Optionally, the control module further comprises: a first end of the fifth switch is connected with the second node, and a second end of the fifth switch is connected with the first bit line; a first end of the sixth switch is connected with the second bit line, and a second end of the sixth switch is connected with the first node; in the offset compensation stage of the sensitive amplifier, the fifth switch and the sixth switch are switched off; in the first amplification stage of the sense amplifier, the first switch, the third switch and the fourth switch are turned off, and the second switch, the fifth switch and the sixth switch are turned on.

Optionally, in a first amplification stage of the sense amplifier, the source of the first PMOS transistor receives a first voltage, the source of the first NMOS transistor is grounded, and the source of the second PMOS transistor and the source of the second NMOS transistor receive a second voltage; wherein the second voltage is less than the first voltage.

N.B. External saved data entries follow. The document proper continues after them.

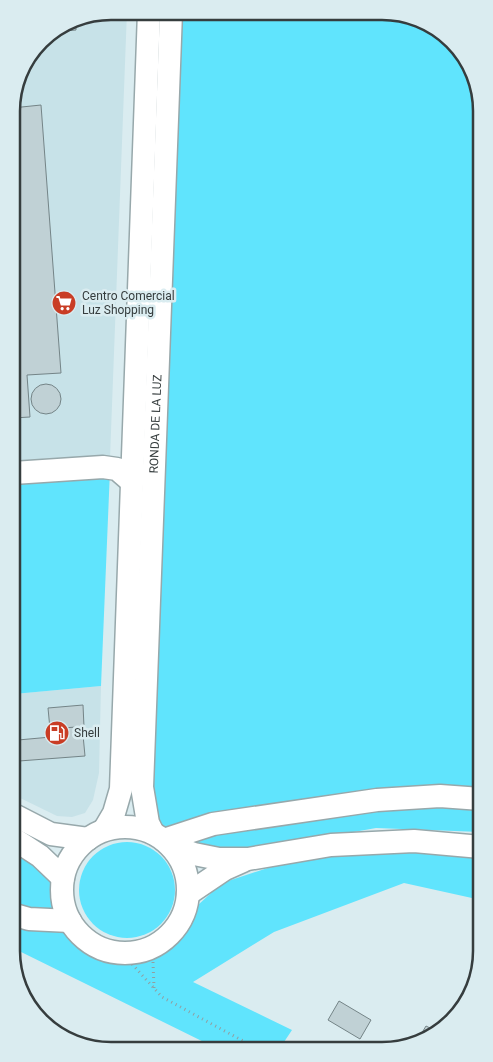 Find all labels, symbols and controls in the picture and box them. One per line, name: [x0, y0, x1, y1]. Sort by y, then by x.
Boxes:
place label: Centro Comercial Luz Shopping: [82, 289, 175, 317]
supermarket icon: Centro Comercial Luz Shopping: [51, 290, 77, 316]
street label: RONDA DE LA LUZ: [147, 374, 164, 474]
fuel station icon: Shell: [44, 720, 70, 746]
place label: Shell: [74, 726, 100, 740]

Optionally, the control module is configured to configure the amplifying module as a cross-coupled amplifying structure in a second amplifying stage after the first amplifying stage of the sense amplifier.

Optionally, in the second amplification stage of the sense amplifier, the first switch, the third switch and the fourth switch are turned off, and the second switch, the fifth switch and the sixth switch are turned on.

Optionally, in a second amplification stage of the sense amplifier, the sources of the first PMOS transistor and the second PMOS transistor receive the first voltage, and the sources of the first NMOS transistor and the second NMOS transistor are grounded.

Optionally, the sense amplifier further comprises: and the precharging module is used for precharging the first bit line and the second bit line in a precharging stage before the offset compensation stage of the sensitive amplifier.

Optionally, during the precharge phase of the sense amplifier, the first switch, the second switch, the fifth switch and the sixth switch are turned off, and the third switch and the fourth switch are turned on.

Optionally, in a pre-charge stage of the sense amplifier, the sources of the first PMOS transistor, the second PMOS transistor, the first NMOS transistor, and the second PMOS transistor all receive a second voltage.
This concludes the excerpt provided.